Ductile iron is a type of cast iron with characteristics similar to steel. Ductile iron, alternatively called spheroidal graphite iron, spheroidal graphite cast iron, nodular cast iron, or SG iron, is a graphite alloy of iron and carbon. This material possesses ductile properties, as the name implies, whereas other types of cast iron are brittle.

Ductile iron has exceptional strength, durability, flexibility, and deformability due to its unique microstructure. It possesses mechanical attributes similar to steel.

Metallurgy of Ductile Iron

The key distinguishing feature of ductile iron is the shape of graphite in the microstructure. The graphite in ductile iron is present in nodular or spheroidal form, which increases the material’s ductility. Various nodulizing components, including magnesium, ferrosilicon, cerium, tellurium, and others, are added to ductile iron to create nodular graphite.

Ductile Iron Composition

In most cases, ductile iron is composed of 3.2 to 3.6 percent carbon, 2.2 to 2.8 percent silicon, 0.1 to 0.2 percent manganese, 0.03 to 0.04 percent magnesium, 0.005 to 0.04 percent phosphorus, 0.005 to 0.02 percent sulfur, and the remaining (approximately 94 percent) iron.
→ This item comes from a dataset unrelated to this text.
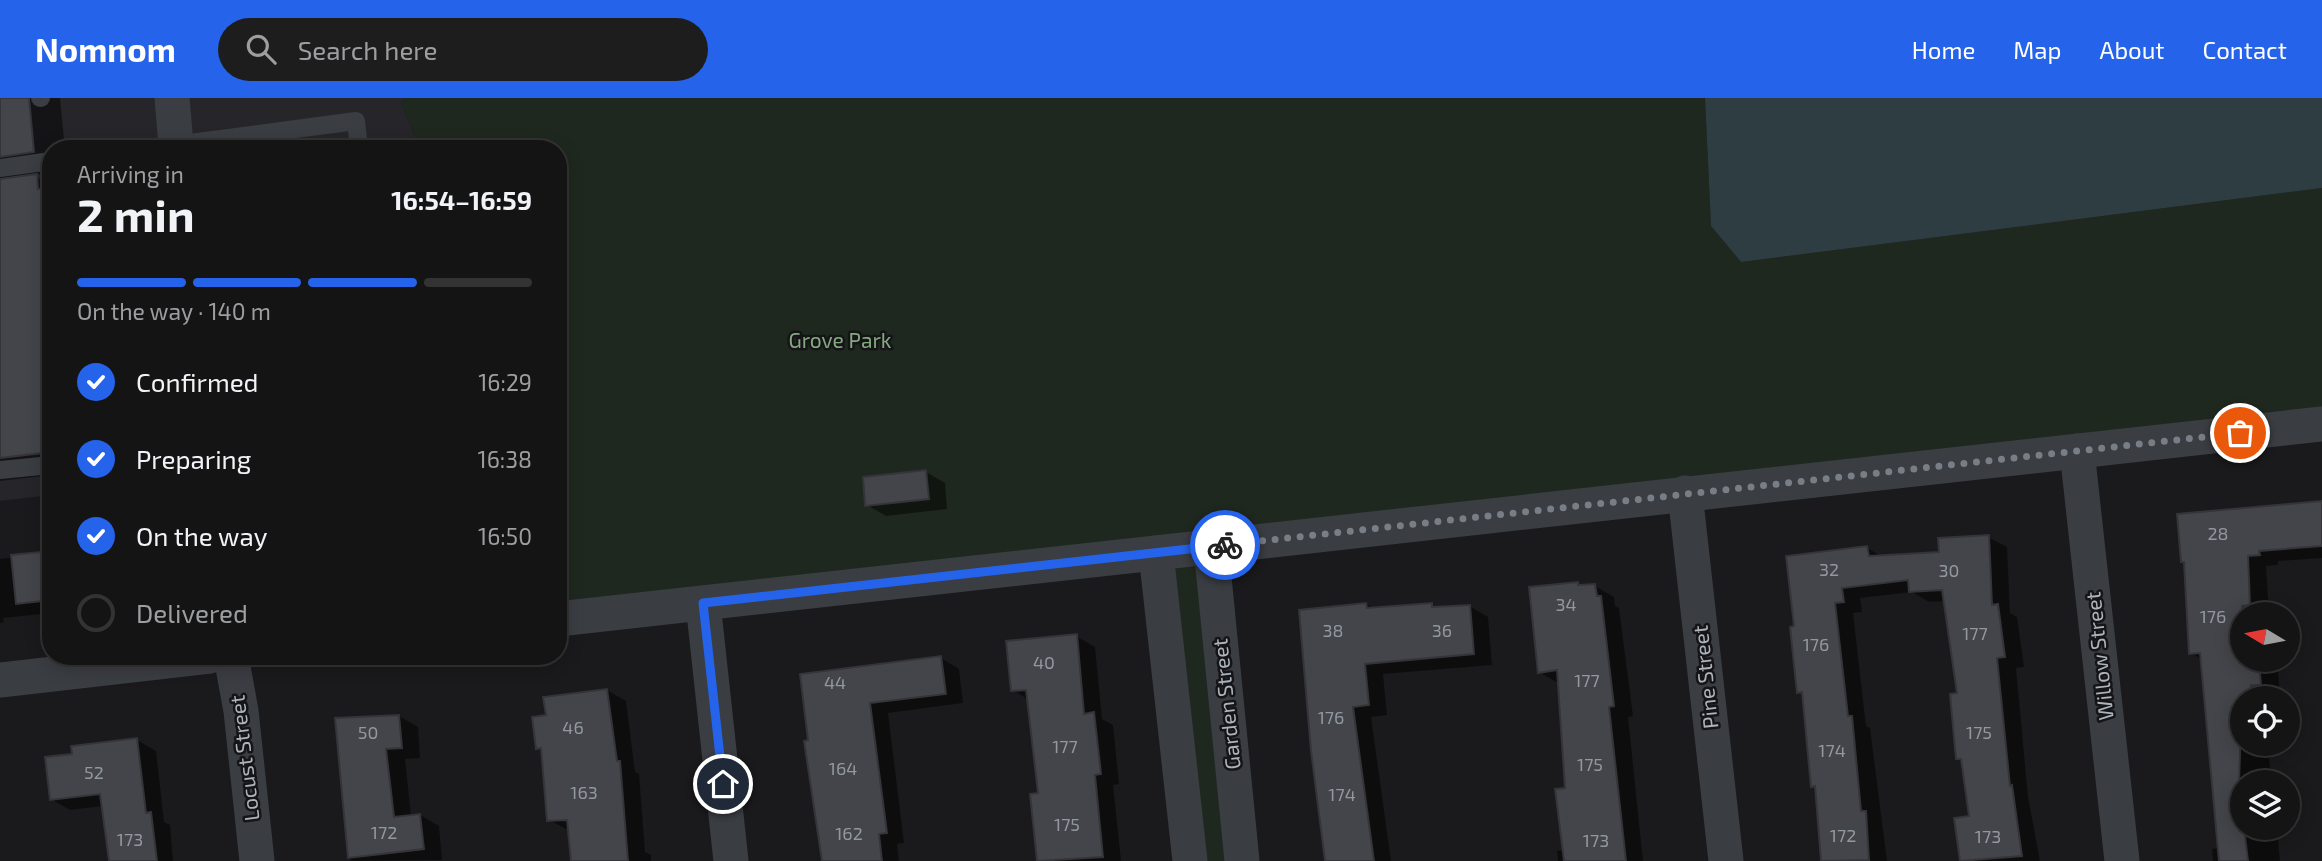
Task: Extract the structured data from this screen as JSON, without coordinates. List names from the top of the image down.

Copper can also be added to ductile iron to boost its strength at the cost of ductility. The corrosion resistance of ductile iron can be enhanced by adding chromium and nickel. Aluminum can also be used instead of silicon to give superior oxidation protection.
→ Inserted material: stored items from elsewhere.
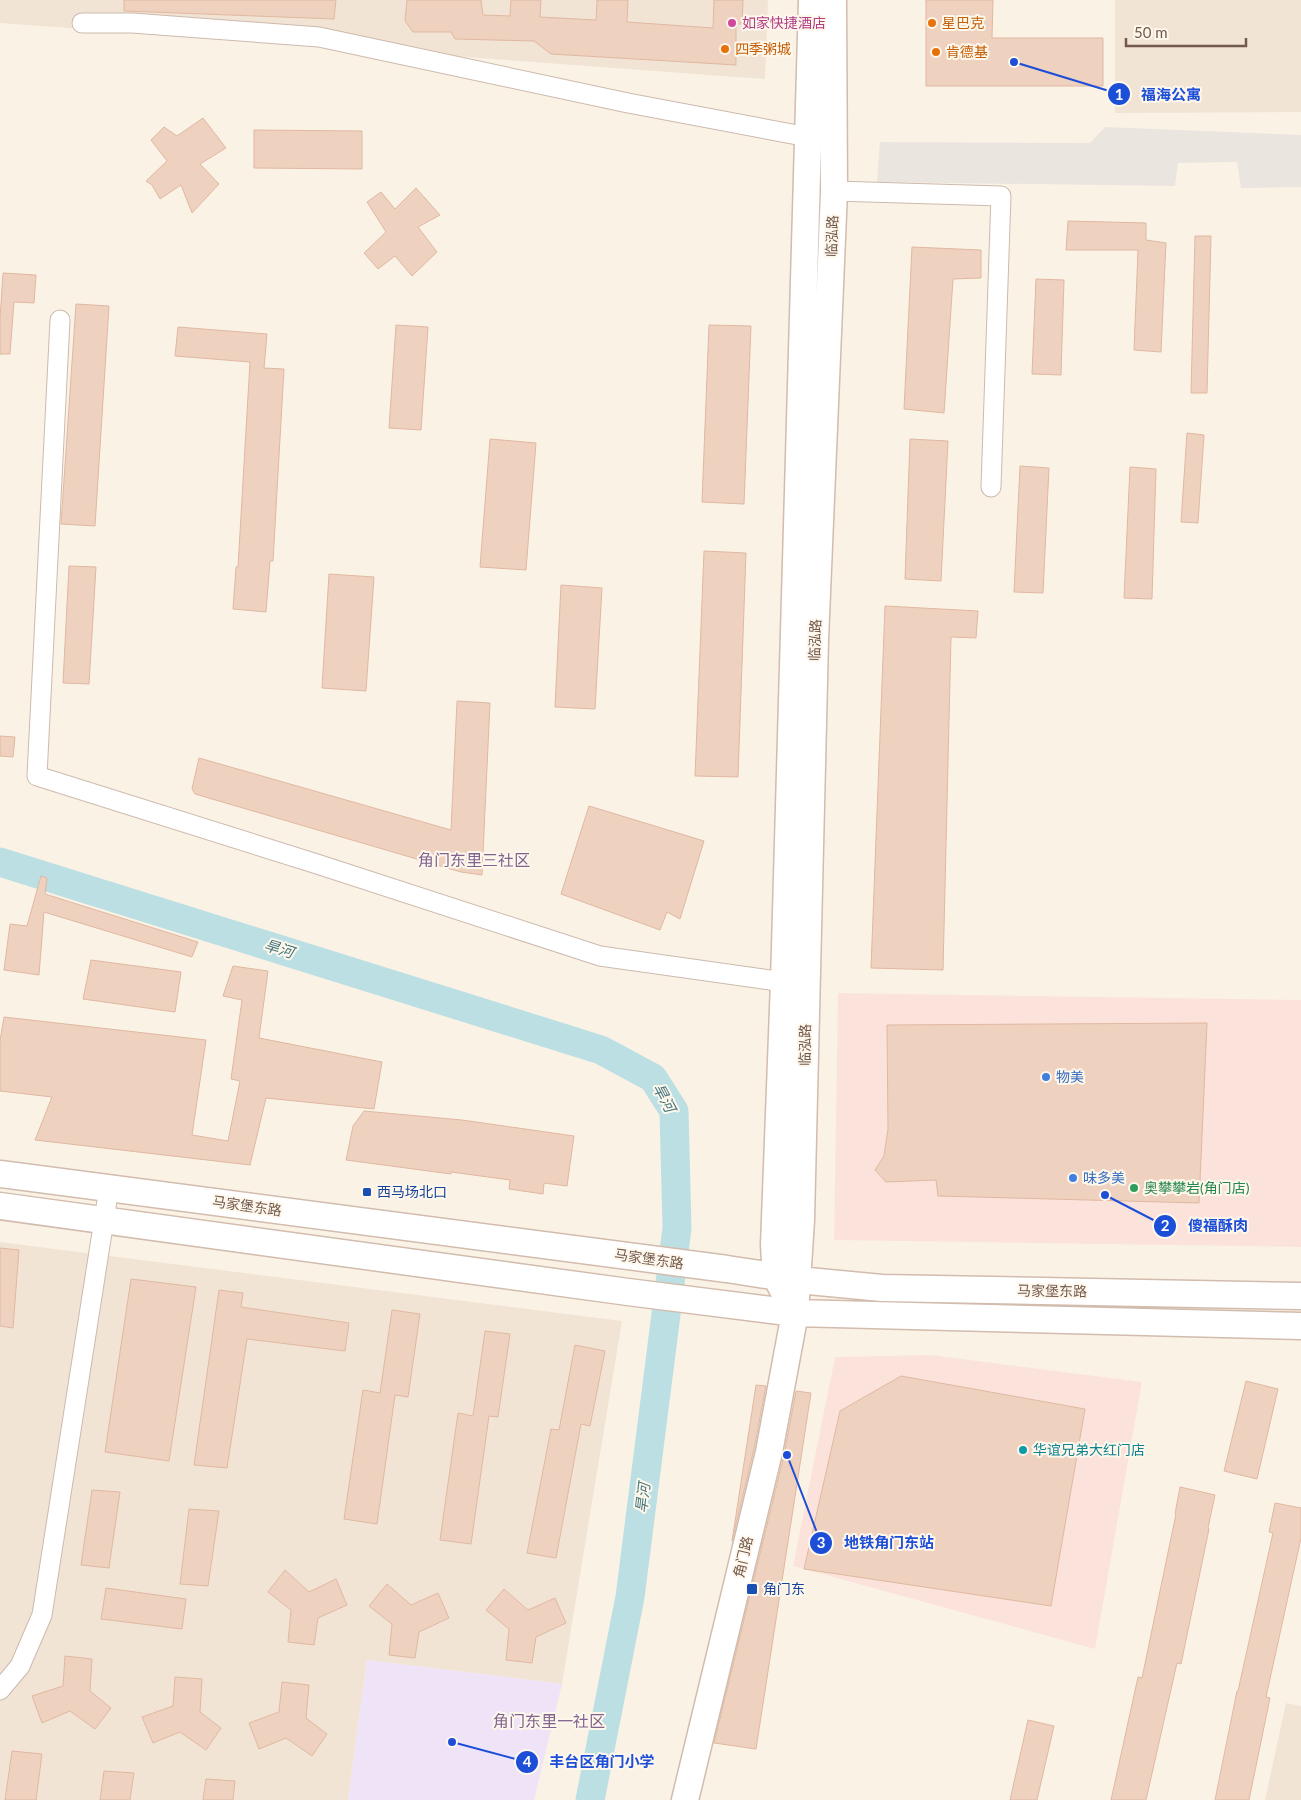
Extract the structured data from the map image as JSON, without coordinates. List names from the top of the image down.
{
  "streets": {
    "main road": ["临泓路", "马家堡东路", "角门路"]
  },
  "crossings": [
    ["临泓路", "马家堡东路"],
    ["临泓路", "角门路"],
    ["马家堡东路", "角门路"]
  ],
  "districts": ["角门东里三社区", "角门东里一社区"],
  "water": ["旱河"],
  "places": {
    "other": [
      "如家快捷酒店",
      "星巴克",
      "四季粥城",
      "肯德基",
      "福海公寓",
      "物美",
      "味多美",
      "奥攀攀岩(角门店)",
      "傻福酥肉",
      "华谊兄弟大红门店",
      "地铁角门东站",
      "丰台区角门小学"
    ],
    "transit": ["西马场北口", "角门东"]
  },
  "scale_bar": "50 m"
}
ASTM Specifications of Ductile Iron Castings

The ductile iron castings are covered by five ASTM specifications. ASTM A536 is the most extensively used specification, covering the general engineering grades of ductile iron, whereas other specifications cover austenitic and special grades. The ASTM standards that apply to ductile irons are listed below:

  • ASTM A395 – Ferritic Ductile Iron Pressure-Retaining Castings
  • ASTM A439 – Austenitic Ductile Iron Castings
  • ASTM A476 – Ductile Iron Castings for Paper Mill Dryer Rolls
  • ASTM A536 – Specification for Ductile Iron Castings
  • ASTM A571 – Austenitic Ductile Iron Castings for Pressure-Containing Parts Suitable for Low-Temperature Service
  • ASTM A716 – Ductile Iron Culvert Pipe

Ductile iron vs Cast iron: Differences between Ductile Iron and Cast Iron

Ductile iron is superior to cast iron or gray iron. The following are the primary distinctions between ductile iron and cast iron:

  • Ductility: Ductile iron, as the name implies, is ductile, whereas cast iron is brittle. As a result, ductile iron does not break abruptly due to impact force. Cast iron cannot be bent, but ductile iron behaves in the other way.
  • Microstructure: Ductile iron comprises nodular graphite, whereas cast iron has graphite flakes in the microstructure. These nodules increase ductile iron’s flexibility while decreasing its hardness.
  • Cost: Ductile iron is slightly more expensive than cast iron in terms of cost.
  • Physical and Mechanical Properties: Ductile iron has superior tensile and yield strength, elongation, and impact resistance than gray iron, but has lower heat conductivity and vibration-damping capability. Cast iron is more corrosive than ductile iron.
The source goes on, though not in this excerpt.